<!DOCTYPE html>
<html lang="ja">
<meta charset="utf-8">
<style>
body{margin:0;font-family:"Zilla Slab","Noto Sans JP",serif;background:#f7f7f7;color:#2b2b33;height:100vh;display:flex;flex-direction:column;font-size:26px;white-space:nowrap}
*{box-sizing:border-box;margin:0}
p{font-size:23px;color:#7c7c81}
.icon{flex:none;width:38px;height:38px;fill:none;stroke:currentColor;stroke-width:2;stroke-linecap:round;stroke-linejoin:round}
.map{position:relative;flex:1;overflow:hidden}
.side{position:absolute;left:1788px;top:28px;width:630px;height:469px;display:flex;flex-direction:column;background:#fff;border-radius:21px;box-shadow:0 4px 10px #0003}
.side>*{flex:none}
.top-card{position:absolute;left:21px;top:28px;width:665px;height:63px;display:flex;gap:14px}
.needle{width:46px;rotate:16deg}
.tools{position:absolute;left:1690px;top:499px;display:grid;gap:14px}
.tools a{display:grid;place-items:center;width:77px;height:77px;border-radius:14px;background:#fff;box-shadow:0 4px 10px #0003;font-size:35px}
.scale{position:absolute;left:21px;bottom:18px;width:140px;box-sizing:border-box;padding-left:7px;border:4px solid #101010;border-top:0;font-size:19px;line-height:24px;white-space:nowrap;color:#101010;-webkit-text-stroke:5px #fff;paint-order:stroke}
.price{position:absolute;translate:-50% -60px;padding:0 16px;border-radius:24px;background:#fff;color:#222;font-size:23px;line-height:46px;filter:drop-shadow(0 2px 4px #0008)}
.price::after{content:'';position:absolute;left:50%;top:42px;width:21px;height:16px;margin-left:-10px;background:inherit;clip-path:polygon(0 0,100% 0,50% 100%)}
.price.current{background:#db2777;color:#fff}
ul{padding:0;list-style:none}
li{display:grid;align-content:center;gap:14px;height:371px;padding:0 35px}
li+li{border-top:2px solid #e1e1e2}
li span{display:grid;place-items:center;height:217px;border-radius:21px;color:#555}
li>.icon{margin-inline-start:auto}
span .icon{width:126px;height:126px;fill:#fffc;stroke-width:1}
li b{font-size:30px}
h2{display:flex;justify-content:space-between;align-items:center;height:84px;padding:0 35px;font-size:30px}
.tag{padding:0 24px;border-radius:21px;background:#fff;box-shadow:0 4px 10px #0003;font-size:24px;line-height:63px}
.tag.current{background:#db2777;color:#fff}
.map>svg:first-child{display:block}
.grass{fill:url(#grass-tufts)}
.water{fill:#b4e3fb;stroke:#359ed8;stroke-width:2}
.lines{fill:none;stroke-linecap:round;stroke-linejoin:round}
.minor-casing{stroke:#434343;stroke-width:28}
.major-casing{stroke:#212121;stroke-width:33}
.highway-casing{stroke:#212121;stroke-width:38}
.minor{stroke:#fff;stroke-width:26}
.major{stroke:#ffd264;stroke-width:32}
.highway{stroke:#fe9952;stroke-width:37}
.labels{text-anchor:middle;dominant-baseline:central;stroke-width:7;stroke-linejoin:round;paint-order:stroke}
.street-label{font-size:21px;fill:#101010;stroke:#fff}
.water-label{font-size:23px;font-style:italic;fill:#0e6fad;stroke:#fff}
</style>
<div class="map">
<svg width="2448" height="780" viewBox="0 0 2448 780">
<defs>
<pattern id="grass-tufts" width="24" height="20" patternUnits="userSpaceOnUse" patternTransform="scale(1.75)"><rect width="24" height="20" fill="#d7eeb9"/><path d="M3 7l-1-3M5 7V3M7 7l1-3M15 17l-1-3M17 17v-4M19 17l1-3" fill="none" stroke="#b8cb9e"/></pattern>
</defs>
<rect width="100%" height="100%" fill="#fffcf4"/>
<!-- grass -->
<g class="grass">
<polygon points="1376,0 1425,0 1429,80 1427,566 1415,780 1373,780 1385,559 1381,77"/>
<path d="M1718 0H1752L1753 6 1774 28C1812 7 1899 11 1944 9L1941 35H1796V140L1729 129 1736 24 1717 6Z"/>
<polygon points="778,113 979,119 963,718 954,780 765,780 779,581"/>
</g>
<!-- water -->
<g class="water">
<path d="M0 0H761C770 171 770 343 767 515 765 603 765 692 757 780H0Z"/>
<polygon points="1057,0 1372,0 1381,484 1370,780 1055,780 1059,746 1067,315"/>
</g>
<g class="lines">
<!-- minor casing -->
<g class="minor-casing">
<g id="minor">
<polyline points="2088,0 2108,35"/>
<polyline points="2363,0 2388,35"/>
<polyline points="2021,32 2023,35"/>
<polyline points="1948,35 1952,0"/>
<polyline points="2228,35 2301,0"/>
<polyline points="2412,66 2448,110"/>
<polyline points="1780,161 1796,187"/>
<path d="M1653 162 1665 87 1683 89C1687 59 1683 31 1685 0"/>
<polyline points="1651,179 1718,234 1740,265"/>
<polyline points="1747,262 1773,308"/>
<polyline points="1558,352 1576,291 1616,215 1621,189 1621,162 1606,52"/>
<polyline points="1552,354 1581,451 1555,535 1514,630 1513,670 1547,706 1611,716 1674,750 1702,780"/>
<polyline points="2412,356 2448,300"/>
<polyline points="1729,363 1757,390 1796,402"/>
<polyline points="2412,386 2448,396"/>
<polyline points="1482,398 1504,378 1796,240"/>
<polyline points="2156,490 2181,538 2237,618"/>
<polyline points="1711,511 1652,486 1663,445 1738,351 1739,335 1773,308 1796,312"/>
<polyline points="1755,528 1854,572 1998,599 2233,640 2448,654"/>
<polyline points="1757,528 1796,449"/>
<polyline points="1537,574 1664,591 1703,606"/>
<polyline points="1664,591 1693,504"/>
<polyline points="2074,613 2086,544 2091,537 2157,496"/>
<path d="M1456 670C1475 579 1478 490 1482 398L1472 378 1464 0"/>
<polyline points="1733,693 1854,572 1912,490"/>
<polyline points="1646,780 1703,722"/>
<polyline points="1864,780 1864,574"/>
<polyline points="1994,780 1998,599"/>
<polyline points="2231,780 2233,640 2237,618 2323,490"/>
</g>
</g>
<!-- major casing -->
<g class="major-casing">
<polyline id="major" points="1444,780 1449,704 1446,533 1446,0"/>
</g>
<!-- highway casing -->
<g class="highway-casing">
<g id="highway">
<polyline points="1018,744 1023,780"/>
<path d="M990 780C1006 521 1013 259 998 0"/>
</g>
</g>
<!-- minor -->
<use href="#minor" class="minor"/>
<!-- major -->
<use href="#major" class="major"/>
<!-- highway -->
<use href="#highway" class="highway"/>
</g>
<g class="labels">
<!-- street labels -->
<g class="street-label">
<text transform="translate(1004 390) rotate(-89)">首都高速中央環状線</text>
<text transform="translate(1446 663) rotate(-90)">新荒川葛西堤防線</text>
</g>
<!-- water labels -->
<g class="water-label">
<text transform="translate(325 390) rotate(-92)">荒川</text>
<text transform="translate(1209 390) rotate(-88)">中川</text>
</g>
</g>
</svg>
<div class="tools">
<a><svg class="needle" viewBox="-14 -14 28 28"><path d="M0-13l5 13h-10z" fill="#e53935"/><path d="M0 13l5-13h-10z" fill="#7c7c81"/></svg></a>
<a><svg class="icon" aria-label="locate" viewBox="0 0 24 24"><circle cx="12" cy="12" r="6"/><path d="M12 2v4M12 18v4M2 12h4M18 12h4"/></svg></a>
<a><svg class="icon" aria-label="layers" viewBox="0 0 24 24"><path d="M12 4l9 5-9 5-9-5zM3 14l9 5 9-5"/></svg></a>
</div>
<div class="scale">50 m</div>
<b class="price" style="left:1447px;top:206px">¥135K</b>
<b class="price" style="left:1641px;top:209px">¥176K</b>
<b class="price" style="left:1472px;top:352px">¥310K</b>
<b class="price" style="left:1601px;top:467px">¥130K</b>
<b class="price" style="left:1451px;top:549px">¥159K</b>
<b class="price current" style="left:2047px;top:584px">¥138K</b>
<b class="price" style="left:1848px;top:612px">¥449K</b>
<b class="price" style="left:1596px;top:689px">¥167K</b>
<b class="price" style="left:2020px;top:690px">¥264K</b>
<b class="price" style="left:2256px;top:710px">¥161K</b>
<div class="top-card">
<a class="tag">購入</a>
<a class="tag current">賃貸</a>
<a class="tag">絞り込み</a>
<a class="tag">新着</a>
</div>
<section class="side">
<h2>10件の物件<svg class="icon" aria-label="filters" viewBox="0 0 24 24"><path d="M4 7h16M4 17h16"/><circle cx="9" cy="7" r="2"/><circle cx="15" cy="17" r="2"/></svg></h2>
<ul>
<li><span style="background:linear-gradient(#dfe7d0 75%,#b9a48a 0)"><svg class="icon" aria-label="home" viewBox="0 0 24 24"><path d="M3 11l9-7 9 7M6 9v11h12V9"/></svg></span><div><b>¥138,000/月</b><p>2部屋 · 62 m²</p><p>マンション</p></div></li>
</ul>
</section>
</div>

----

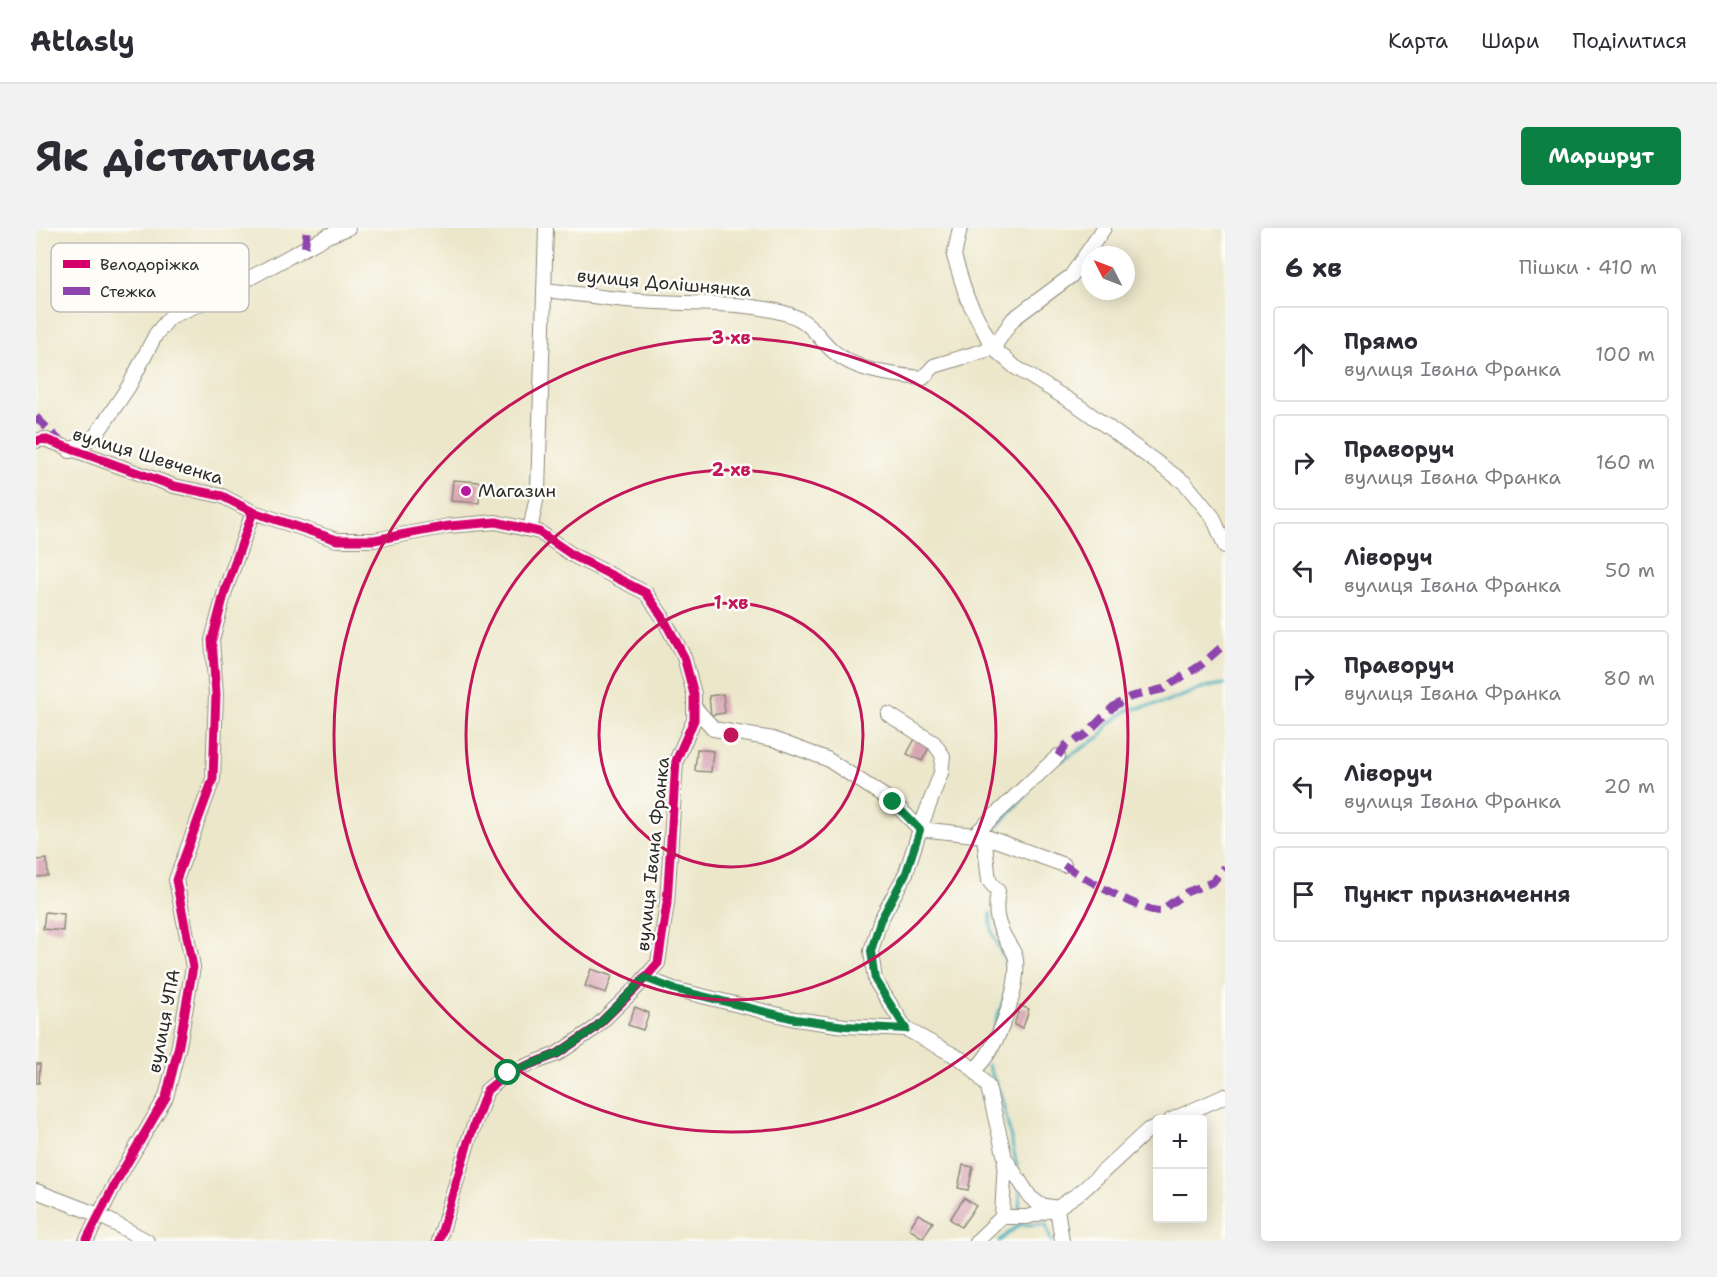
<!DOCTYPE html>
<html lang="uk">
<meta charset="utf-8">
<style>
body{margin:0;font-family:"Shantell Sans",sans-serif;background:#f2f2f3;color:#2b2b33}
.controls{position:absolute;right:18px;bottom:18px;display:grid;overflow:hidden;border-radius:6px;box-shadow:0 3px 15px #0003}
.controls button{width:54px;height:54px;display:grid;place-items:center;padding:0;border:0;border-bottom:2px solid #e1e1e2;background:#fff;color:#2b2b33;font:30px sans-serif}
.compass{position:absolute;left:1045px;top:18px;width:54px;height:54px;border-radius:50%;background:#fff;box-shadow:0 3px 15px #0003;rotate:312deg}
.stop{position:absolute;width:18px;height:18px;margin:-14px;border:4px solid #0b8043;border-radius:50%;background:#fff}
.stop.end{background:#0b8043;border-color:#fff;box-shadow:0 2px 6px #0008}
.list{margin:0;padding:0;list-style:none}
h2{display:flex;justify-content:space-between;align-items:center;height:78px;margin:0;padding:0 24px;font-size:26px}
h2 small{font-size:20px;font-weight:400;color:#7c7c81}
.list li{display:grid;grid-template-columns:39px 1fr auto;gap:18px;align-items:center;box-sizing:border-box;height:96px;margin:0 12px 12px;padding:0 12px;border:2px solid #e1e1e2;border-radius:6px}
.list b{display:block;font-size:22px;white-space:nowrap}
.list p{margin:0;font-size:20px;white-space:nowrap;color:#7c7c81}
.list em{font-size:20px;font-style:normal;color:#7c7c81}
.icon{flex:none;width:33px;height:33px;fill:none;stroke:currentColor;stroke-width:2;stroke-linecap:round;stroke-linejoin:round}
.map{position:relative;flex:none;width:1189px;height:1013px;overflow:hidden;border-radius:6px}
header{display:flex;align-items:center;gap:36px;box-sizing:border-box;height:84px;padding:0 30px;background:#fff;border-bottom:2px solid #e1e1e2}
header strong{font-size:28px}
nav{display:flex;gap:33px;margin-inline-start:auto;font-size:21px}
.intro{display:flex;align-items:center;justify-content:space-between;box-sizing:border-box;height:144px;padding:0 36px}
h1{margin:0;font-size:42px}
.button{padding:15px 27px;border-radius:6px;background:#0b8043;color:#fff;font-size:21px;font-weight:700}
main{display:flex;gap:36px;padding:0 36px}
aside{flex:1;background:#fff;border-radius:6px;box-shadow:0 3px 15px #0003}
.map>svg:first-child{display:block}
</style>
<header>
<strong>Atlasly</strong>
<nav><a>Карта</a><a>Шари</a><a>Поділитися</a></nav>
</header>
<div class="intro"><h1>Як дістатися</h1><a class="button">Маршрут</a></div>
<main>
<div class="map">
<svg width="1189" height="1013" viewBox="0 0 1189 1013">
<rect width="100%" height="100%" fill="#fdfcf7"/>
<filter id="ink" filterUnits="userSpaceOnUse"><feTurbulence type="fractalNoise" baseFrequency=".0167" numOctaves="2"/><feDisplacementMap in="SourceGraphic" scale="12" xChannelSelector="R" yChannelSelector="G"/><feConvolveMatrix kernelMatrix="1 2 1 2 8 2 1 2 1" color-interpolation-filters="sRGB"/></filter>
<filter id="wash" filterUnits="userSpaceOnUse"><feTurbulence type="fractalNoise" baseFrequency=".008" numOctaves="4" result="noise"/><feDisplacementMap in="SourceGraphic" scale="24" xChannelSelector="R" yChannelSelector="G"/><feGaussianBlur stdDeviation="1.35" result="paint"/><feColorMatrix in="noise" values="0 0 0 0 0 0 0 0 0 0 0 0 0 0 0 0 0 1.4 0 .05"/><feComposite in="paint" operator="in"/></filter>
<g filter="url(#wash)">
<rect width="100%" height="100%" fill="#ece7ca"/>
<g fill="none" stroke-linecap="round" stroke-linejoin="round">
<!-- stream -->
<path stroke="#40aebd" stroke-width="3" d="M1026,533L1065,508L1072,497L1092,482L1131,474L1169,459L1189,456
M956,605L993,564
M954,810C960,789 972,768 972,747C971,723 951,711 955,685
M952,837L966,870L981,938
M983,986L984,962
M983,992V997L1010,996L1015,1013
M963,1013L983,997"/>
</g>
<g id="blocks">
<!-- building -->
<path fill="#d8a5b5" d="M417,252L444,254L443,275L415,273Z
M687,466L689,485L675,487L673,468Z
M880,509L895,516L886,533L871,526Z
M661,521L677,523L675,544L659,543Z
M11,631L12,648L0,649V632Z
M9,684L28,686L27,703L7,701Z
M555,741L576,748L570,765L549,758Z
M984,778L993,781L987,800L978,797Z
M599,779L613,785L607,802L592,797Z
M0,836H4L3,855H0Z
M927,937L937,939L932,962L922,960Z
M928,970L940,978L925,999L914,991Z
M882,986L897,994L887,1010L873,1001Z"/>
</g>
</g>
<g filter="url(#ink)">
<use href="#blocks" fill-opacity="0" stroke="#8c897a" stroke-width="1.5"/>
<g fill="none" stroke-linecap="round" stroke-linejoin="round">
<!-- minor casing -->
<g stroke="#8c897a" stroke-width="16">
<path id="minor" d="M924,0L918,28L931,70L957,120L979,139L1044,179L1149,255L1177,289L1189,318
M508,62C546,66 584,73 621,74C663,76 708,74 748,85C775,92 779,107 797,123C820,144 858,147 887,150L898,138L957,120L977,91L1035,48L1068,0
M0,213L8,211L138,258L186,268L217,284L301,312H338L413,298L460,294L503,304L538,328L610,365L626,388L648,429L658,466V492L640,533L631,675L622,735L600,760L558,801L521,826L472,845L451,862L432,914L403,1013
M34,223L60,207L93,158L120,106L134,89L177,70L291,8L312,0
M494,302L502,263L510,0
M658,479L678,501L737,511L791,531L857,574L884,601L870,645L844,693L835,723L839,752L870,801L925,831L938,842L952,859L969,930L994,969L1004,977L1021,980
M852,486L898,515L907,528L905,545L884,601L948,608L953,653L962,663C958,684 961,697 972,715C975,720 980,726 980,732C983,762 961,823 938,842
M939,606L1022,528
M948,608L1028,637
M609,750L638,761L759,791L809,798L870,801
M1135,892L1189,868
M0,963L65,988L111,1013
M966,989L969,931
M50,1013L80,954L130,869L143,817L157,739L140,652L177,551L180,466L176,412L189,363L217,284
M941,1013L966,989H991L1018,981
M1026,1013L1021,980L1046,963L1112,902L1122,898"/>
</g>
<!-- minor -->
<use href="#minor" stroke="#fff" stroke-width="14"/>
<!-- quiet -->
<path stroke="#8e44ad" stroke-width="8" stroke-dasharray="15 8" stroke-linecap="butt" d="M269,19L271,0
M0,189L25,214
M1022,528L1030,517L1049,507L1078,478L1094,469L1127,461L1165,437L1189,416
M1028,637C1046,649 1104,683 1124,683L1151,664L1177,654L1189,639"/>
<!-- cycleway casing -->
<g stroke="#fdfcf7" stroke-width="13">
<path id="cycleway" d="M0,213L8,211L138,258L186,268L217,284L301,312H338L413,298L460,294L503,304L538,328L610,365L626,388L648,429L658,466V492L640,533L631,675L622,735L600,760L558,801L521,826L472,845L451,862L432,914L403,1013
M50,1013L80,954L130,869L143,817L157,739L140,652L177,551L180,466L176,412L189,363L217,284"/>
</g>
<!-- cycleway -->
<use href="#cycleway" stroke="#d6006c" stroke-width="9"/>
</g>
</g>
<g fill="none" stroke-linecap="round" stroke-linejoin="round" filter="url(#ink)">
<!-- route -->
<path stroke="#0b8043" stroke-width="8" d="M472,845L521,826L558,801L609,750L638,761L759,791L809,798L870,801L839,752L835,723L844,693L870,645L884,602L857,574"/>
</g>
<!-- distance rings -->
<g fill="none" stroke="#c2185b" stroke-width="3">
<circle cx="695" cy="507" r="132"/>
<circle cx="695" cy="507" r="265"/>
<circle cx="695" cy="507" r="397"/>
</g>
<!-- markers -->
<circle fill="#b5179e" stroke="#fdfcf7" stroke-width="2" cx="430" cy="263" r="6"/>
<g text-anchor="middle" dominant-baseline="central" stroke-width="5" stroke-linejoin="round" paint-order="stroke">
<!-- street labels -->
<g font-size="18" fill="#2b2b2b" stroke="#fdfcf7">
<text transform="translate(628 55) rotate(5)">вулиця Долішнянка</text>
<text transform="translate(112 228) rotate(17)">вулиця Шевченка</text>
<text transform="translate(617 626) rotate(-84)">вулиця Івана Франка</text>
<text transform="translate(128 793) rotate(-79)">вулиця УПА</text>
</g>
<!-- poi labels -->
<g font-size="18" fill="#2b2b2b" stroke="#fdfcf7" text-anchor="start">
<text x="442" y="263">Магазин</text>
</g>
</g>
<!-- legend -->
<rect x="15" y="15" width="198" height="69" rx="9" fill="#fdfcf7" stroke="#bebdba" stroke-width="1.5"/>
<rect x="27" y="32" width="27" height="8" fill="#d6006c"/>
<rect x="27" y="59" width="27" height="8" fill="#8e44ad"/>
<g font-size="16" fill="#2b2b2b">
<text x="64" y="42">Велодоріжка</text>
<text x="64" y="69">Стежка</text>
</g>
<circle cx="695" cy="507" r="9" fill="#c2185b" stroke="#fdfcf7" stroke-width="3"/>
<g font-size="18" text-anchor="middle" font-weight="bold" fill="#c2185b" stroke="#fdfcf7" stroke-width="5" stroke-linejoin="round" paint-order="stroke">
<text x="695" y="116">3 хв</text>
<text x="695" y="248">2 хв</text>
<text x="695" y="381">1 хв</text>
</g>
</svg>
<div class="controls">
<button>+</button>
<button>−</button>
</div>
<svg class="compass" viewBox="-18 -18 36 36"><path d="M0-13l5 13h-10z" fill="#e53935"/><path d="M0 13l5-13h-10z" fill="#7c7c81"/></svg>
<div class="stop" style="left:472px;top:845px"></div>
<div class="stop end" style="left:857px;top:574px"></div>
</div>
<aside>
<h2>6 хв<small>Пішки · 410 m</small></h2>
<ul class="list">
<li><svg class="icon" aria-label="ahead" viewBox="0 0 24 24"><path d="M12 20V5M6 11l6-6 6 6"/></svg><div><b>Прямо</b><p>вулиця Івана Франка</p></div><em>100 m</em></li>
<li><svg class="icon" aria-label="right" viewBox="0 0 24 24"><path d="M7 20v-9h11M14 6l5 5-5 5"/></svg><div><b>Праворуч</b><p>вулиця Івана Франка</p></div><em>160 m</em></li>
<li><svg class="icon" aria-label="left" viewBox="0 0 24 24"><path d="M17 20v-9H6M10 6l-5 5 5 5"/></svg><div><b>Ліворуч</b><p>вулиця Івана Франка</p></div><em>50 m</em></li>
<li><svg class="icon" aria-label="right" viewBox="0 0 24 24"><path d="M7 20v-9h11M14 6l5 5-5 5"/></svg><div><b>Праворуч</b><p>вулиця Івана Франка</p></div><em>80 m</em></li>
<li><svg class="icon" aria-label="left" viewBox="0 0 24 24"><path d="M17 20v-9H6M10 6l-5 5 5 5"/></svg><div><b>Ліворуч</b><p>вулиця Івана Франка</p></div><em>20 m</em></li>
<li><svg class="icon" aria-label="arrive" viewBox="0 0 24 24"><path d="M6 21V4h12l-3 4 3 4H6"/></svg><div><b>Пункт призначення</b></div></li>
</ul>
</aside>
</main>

----

*Assignment*
Find the string "lines" in the records, then copy each line where it occurs.

*Answer box*
.lines{fill:none;stroke-linecap:round;stroke-linejoin:round}
<g class="lines">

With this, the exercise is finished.